(Stored data)
□ □ □ □ □

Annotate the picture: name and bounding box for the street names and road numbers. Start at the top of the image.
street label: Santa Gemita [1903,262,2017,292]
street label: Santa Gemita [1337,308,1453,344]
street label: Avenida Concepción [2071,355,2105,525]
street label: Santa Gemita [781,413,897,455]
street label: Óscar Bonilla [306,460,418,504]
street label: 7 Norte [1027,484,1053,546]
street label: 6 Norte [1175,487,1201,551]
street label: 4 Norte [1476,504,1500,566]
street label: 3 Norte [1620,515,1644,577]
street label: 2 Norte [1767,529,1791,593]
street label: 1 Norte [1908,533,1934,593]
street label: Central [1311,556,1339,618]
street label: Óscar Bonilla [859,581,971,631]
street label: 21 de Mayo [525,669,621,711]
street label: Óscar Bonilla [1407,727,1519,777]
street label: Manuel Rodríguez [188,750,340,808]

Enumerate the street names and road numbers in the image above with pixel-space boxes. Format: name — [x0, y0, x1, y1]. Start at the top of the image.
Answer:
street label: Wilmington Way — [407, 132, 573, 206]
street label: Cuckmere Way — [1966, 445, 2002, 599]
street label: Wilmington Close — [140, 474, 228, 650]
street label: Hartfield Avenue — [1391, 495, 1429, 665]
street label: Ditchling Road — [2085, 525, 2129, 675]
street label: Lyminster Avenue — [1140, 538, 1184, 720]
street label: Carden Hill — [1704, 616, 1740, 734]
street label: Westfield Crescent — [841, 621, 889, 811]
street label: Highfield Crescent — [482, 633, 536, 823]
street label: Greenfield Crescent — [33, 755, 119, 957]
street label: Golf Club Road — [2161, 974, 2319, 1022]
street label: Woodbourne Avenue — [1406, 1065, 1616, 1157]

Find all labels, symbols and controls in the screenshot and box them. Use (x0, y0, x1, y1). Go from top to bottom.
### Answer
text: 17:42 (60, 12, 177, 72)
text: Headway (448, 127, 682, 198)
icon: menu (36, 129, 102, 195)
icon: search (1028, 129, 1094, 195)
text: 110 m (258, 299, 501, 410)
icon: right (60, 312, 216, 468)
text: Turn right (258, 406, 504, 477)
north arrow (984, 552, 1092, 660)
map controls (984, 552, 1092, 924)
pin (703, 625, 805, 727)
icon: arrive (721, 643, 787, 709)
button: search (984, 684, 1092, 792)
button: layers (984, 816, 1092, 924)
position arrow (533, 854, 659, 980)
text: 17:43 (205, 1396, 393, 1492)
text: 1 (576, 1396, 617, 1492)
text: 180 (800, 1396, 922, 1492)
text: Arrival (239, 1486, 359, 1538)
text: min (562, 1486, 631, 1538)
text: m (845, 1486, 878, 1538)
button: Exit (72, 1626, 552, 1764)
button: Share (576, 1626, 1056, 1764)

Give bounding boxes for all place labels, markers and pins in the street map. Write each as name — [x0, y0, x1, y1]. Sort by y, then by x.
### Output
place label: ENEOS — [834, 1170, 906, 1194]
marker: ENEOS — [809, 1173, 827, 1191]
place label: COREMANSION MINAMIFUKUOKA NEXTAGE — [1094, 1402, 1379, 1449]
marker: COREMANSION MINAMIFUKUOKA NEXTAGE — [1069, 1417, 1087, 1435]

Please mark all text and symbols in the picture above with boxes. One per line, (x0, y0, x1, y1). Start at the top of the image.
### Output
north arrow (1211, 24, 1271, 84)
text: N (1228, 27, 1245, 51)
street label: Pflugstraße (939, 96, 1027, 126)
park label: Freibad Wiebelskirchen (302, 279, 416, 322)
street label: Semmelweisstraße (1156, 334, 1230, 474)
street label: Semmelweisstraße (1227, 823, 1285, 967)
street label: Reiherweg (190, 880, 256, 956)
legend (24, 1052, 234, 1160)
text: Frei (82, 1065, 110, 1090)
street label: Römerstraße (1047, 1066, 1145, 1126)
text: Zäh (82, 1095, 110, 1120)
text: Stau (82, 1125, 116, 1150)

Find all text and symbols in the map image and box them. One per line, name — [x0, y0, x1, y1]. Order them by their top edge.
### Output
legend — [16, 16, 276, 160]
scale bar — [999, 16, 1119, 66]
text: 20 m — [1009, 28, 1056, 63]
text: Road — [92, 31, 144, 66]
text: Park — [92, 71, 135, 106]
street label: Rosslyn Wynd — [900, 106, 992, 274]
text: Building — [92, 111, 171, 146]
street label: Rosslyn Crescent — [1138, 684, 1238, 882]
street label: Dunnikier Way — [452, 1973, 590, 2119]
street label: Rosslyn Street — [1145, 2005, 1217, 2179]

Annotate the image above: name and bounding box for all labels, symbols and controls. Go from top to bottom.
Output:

□ □ □ □ □

**Task directions:**
Once you have read the data above, print all of it again exactly.

**Expected answer:**
Annotate the picture: name and bounding box for the street names and road numbers. Start at the top of the image.
street label: Santa Gemita [1903,262,2017,292]
street label: Santa Gemita [1337,308,1453,344]
street label: Avenida Concepción [2071,355,2105,525]
street label: Santa Gemita [781,413,897,455]
street label: Óscar Bonilla [306,460,418,504]
street label: 7 Norte [1027,484,1053,546]
street label: 6 Norte [1175,487,1201,551]
street label: 4 Norte [1476,504,1500,566]
street label: 3 Norte [1620,515,1644,577]
street label: 2 Norte [1767,529,1791,593]
street label: 1 Norte [1908,533,1934,593]
street label: Central [1311,556,1339,618]
street label: Óscar Bonilla [859,581,971,631]
street label: 21 de Mayo [525,669,621,711]
street label: Óscar Bonilla [1407,727,1519,777]
street label: Manuel Rodríguez [188,750,340,808]

Enumerate the street names and road numbers in the image above with pixel-space boxes. Format: name — [x0, y0, x1, y1]. Start at the top of the image.
Answer:
street label: Wilmington Way — [407, 132, 573, 206]
street label: Cuckmere Way — [1966, 445, 2002, 599]
street label: Wilmington Close — [140, 474, 228, 650]
street label: Hartfield Avenue — [1391, 495, 1429, 665]
street label: Ditchling Road — [2085, 525, 2129, 675]
street label: Lyminster Avenue — [1140, 538, 1184, 720]
street label: Carden Hill — [1704, 616, 1740, 734]
street label: Westfield Crescent — [841, 621, 889, 811]
street label: Highfield Crescent — [482, 633, 536, 823]
street label: Greenfield Crescent — [33, 755, 119, 957]
street label: Golf Club Road — [2161, 974, 2319, 1022]
street label: Woodbourne Avenue — [1406, 1065, 1616, 1157]

Find all labels, symbols and controls in the screenshot and box them. Use (x0, y0, x1, y1). Go from top to bottom.
### Answer
text: 17:42 (60, 12, 177, 72)
text: Headway (448, 127, 682, 198)
icon: menu (36, 129, 102, 195)
icon: search (1028, 129, 1094, 195)
text: 110 m (258, 299, 501, 410)
icon: right (60, 312, 216, 468)
text: Turn right (258, 406, 504, 477)
north arrow (984, 552, 1092, 660)
map controls (984, 552, 1092, 924)
pin (703, 625, 805, 727)
icon: arrive (721, 643, 787, 709)
button: search (984, 684, 1092, 792)
button: layers (984, 816, 1092, 924)
position arrow (533, 854, 659, 980)
text: 17:43 (205, 1396, 393, 1492)
text: 1 (576, 1396, 617, 1492)
text: 180 (800, 1396, 922, 1492)
text: Arrival (239, 1486, 359, 1538)
text: min (562, 1486, 631, 1538)
text: m (845, 1486, 878, 1538)
button: Exit (72, 1626, 552, 1764)
button: Share (576, 1626, 1056, 1764)

Give bounding boxes for all place labels, markers and pins in the street map. Write each as name — [x0, y0, x1, y1]. Sort by y, then by x.
### Output
place label: ENEOS — [834, 1170, 906, 1194]
marker: ENEOS — [809, 1173, 827, 1191]
place label: COREMANSION MINAMIFUKUOKA NEXTAGE — [1094, 1402, 1379, 1449]
marker: COREMANSION MINAMIFUKUOKA NEXTAGE — [1069, 1417, 1087, 1435]

Please mark all text and symbols in the picture above with boxes. One per line, (x0, y0, x1, y1). Start at the top of the image.
### Output
north arrow (1211, 24, 1271, 84)
text: N (1228, 27, 1245, 51)
street label: Pflugstraße (939, 96, 1027, 126)
park label: Freibad Wiebelskirchen (302, 279, 416, 322)
street label: Semmelweisstraße (1156, 334, 1230, 474)
street label: Semmelweisstraße (1227, 823, 1285, 967)
street label: Reiherweg (190, 880, 256, 956)
legend (24, 1052, 234, 1160)
text: Frei (82, 1065, 110, 1090)
street label: Römerstraße (1047, 1066, 1145, 1126)
text: Zäh (82, 1095, 110, 1120)
text: Stau (82, 1125, 116, 1150)

Find all text and symbols in the map image and box them. One per line, name — [x0, y0, x1, y1]. Order them by their top edge.
### Output
legend — [16, 16, 276, 160]
scale bar — [999, 16, 1119, 66]
text: 20 m — [1009, 28, 1056, 63]
text: Road — [92, 31, 144, 66]
text: Park — [92, 71, 135, 106]
street label: Rosslyn Wynd — [900, 106, 992, 274]
text: Building — [92, 111, 171, 146]
street label: Rosslyn Crescent — [1138, 684, 1238, 882]
street label: Dunnikier Way — [452, 1973, 590, 2119]
street label: Rosslyn Street — [1145, 2005, 1217, 2179]

Annotate the image above: name and bounding box for all labels, symbols and controls. Go from top to bottom.
Output:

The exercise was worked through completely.